GlyNAC supplementation found to improve cognitive decline and brain health in aging

As people get older, they aspire to live healthy lives as free as possible from the natural decline of cognitive abilities that occurs with aging. At Baylor College of Medicine, researchers have been studying the biological underpinnings of age-associated cognitive decline and developing nutritional strategies to promote healthy brain aging.

They report today in the journal Antioxidants that supplementing GlyNAC—a combination of glycine and N-acetylcysteine as precursors of the natural antioxidant glutathione—improved or reversed age-associated cognitive decline in old mice and improved multiple associated defects in the aging brain.

The findings are consistent with improvements observed after supplementing older adults with GlyNAC, as reported in their 2021 pilot human trial; therefore, the findings reported here are likely applicable to humans.

"For over two decades, my lab has been studying natural aging in older humans and aged mice," said corresponding and senior author Dr. Rajagopal Sekhar, professor of medicine—endocrinology, diabetes and metabolism at Baylor.

"Our work provides an understanding of how age-associated cognitive decline in older humans is linked to glutathione deficiency, increased oxidative stress, mitochondrial dysfunction, abnormal glucose metabolism and insulin resistance, inflammation and low levels of neurotrophic or neuron-supporting factors, and that supplementing GlyNAC reverses these defects and improves cognition."

Human studies only permit measurements at the whole-body level, so in this study the researchers studied mice to investigate defects directly in the aging brain.

This study is important for many reasons: it assesses the reversibility of naturally occurring cognitive decline in aging instead of cognitive decline resulting from introducing gene defects; increased age is identified as the most important risk factor for Alzheimer's disease; and these naturally occurring defects were studied directly in the brain.

Sekhar and his team worked with three groups of mice. Two groups were aged naturally side-by-side until they were 90 weeks old, which is similar to a 70-year-old person. At 90 weeks of age, both groups of old mice were evaluated for their cognitive abilities, such as remembering the correct route in a maze that leads to a food reward.

These results were compared to those of young mice, the third group. Then, one group of old mice began a GlyNAC-supplemented diet, while the other group, called the old-controls, continued their regular diet without GlyNAC supplementation.

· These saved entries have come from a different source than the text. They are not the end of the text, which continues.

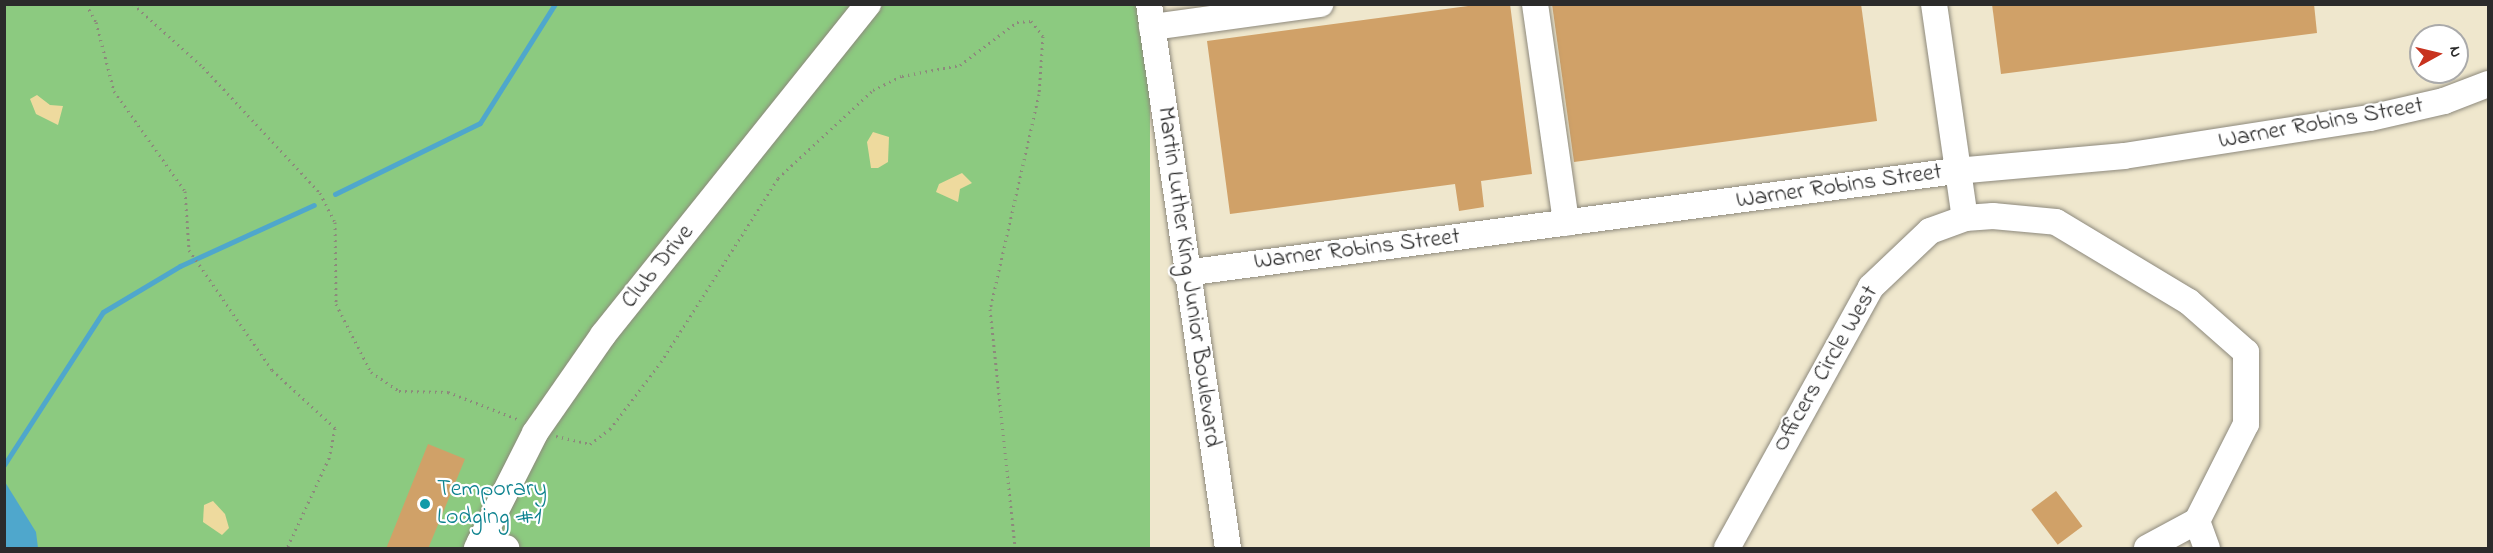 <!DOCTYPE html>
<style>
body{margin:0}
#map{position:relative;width:2493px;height:553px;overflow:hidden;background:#efe7cd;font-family:"Indie Flower",sans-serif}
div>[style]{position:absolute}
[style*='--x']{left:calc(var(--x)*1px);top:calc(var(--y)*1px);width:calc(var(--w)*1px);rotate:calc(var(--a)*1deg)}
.green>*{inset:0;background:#8cca80;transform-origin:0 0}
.sand>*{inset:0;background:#eeda9e}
.water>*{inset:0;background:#4fa7cc}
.stream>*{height:5px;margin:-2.5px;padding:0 2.5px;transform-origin:2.5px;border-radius:2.5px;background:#4fa7cc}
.building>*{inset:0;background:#d0a168;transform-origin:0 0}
.path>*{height:3px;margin-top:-1.5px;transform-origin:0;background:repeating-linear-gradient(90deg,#8d897c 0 1.5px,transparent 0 6px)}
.roads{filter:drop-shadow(0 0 2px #8d897c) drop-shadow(0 0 2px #8d897c)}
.minor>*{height:26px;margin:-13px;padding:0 13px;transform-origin:13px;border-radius:13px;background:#fff}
.dots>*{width:16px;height:16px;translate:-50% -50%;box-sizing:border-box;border:3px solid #fff;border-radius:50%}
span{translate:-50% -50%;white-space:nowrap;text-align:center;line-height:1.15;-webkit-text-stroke:4.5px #fff;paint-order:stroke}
.street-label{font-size:24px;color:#2b2b2b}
.culture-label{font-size:24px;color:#0d838f}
.left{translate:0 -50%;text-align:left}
.frame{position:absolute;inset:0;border:6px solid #2b2b2b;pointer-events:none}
.north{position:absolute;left:2409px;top:24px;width:60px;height:60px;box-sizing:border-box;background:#fff;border:2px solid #aaa;border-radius:50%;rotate:82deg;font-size:16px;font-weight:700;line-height:24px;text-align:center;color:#2b2b2b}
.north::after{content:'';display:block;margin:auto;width:21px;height:27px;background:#c8321e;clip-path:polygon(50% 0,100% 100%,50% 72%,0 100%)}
</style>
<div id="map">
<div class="green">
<i style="left:4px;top:5px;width:1146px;height:543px"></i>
</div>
<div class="sand">
<i style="clip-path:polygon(37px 95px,50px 105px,63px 106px,58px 125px,36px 114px,30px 99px)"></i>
<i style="clip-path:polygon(873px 132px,889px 137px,888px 162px,878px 168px,871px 168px,867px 142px)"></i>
<i style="clip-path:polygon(962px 173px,972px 183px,960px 189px,958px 202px,936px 192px,939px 184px)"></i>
<i style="clip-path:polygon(213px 501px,225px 514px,229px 528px,222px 535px,203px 522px,204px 505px)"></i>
</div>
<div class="water">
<i style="clip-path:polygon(5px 482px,36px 532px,38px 548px,5px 548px)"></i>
</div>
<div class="stream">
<i style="--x:335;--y:194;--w:161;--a:-26.1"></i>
<i style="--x:480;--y:123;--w:141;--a:-57.8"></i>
<i style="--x:4;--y:465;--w:182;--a:-57.1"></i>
<i style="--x:103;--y:312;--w:90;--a:-30.9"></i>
<i style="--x:180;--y:266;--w:147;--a:-24.5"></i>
</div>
<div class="building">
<i style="clip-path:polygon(1483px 4px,1510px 4px,1532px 174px,1481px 181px,1484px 207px,1459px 211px,1455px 184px,1230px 214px,1207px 41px)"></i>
<i style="clip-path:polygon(1552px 4px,1861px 4px,1877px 121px,1574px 162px)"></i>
<i style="clip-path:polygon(1992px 4px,2314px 4px,2317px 33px,2001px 74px)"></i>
<i style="clip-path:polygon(428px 444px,465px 459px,428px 549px,386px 549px)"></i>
<i style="left:2056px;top:491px;width:44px;height:31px;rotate:53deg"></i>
</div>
<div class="path">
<i style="--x:86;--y:4;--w:21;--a:61"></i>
<i style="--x:96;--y:22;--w:71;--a:75.4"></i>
<i style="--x:114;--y:91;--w:123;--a:54.6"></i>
<i style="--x:185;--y:191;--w:59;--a:86.1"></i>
<i style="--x:189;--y:250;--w:146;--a:55.3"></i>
<i style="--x:272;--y:370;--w:86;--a:42.6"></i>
<i style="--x:335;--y:428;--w:31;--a:101"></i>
<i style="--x:329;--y:458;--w:99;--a:115"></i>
<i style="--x:133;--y:4;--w:94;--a:42"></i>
<i style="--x:203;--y:67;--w:172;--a:47.1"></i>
<i style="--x:320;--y:193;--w:33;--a:63"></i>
<i style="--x:335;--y:222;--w:82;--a:89.3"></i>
<i style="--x:336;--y:304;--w:76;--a:62.8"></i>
<i style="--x:371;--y:372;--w:34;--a:34"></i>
<i style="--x:399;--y:391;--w:49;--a:1.2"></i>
<i style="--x:448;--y:392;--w:77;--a:21.3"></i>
<i style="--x:556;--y:436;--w:35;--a:13"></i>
<i style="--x:590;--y:444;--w:25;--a:-37"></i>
<i style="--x:610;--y:429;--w:84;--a:-52.7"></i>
<i style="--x:661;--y:362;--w:218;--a:-57.5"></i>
<i style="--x:778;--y:178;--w:129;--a:-42.8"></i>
<i style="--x:873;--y:90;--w:32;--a:-26"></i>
<i style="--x:902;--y:76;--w:59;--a:-10.7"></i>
<i style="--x:960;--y:65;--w:71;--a:-37"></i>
<i style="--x:1017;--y:22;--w:14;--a:-4"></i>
<i style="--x:1031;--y:21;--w:19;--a:51"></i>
<i style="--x:1043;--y:36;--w:58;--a:93.9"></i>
<i style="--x:1039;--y:94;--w:221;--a:102.8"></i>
<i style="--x:990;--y:309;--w:240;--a:84"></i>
</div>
<div class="roads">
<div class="minor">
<i style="--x:1149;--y:4;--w:550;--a:81.74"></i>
<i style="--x:1535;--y:4;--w:221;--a:81.9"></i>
<i style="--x:1934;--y:4;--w:216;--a:81.8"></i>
<i style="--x:1152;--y:27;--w:170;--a:-7.8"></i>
<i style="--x:1185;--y:273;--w:778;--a:-7.54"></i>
<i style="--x:1956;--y:171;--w:169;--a:-5.1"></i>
<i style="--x:2124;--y:156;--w:249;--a:-8.8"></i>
<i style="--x:2370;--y:118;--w:76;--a:-12.9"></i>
<i style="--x:2444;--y:101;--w:47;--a:-21.1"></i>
<i style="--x:480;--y:542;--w:27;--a:13"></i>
<i style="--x:477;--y:548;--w:129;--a:-63.2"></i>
<i style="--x:535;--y:433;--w:119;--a:-55.2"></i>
<i style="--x:603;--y:335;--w:424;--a:-51.3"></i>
<i style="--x:1727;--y:548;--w:298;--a:-61.1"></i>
<i style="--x:1871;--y:287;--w:81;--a:-43.5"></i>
<i style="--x:1930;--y:231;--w:37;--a:-20"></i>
<i style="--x:1965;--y:218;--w:28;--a:-4"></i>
<i style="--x:1993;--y:216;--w:63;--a:5.4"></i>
<i style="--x:2056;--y:222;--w:155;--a:31"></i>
<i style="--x:2189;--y:302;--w:76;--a:41.3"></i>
<i style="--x:2246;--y:352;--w:72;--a:90"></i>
<i style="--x:2246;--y:424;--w:109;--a:116.8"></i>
<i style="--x:2197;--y:521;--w:29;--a:70"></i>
<i style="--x:2147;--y:548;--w:57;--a:-28.4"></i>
</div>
</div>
<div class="dots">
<i style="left:425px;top:504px;background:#0f9aa8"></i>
</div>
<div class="street-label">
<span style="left:2321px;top:124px;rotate:-10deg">Warner Robins Street</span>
<span style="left:1839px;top:187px;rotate:-8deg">Warner Robins Street</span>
<span style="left:1357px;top:250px;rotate:-7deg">Warner Robins Street</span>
<span style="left:658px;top:267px;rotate:-51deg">Club Drive</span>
<span style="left:1188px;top:277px;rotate:82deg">Martin Luther King Junior Boulevard</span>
<span style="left:1826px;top:369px;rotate:-60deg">Officers Circle West</span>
</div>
<div class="culture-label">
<span class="left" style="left:437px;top:504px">Temporary<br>Lodging #1</span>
</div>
<div class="frame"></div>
<div class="north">N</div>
</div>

After completing eight weeks on their respective diets, the animals' cognitive abilities were evaluated again and their brains analyzed to measure specific brain defects that had previously been associated with cognitive impairment in studies by others. The results of these analyses in old mice supplemented with GlyNAC were compared with those of the old-control group and with the corresponding data obtained from young mice.

"We were very excited with the findings of this study," Sekhar said. "Compared to young mice, old mice had cognitive impairment and many brain abnormalities such as glutathione deficiency, increased oxidative stress, impaired mitochondrial function, elevated inflammation, genomic damage and lower levels of brain-supporting factors. Importantly, we found evidence that there was a shortage of transporters responsible for moving glucose, the main fuel for the brain, into this organ."

"This problem gets worse because the mitochondria, the engines that burn glucose to provide energy, were also not working well in the brain. The brain requires a very large amount of energy for its function, and these defects suggest that the aging brain is starved of energy, which could result in cognition decline."

GlyNAC supplementation in old mice corrected brain glutathione deficiency, improved brain glucose transporters, reversed mitochondrial dysfunction and improved cognition. In addition, GlyNAC supplementation reduced oxidative stress, inflammation and genomic damage and improved neurotrophic factors.

"It is really exciting to see so many improvements in the brain with GlyNAC supplementation, as it provides evidence that it may now be possible to improve brain health in aging," Sekhar said. "Going forward, we plan to conduct a larger randomized clinical trial in older people to study the effect of GlyNAC supplementation on improving cognitive and brain health in aging."

Previous rodent studies from the Sekhar lab reported that GlyNAC supplementation improved similar biological defects in the heart, liver and kidneys, and also increased length of life. A recently published randomized clinical trial in older humans provided evidence of similar improvements in skeletal muscle and blood and reversal of aging hallmarks.

The results of this study are consistent with these prior studies and make an advancement by supporting the beneficial role of GlyNAC supplementation to specifically promote brain health and support cognitive function in aging.

"In addition, our findings may also have implications for Alzheimer's disease and mild cognitive impairment, because similar defects are also reported in these conditions," Sekhar said. "We are currently evaluating whether older people with mild cognitive impairment have glutathione deficiency, compared to older people without a diagnosis of cognitive impairment."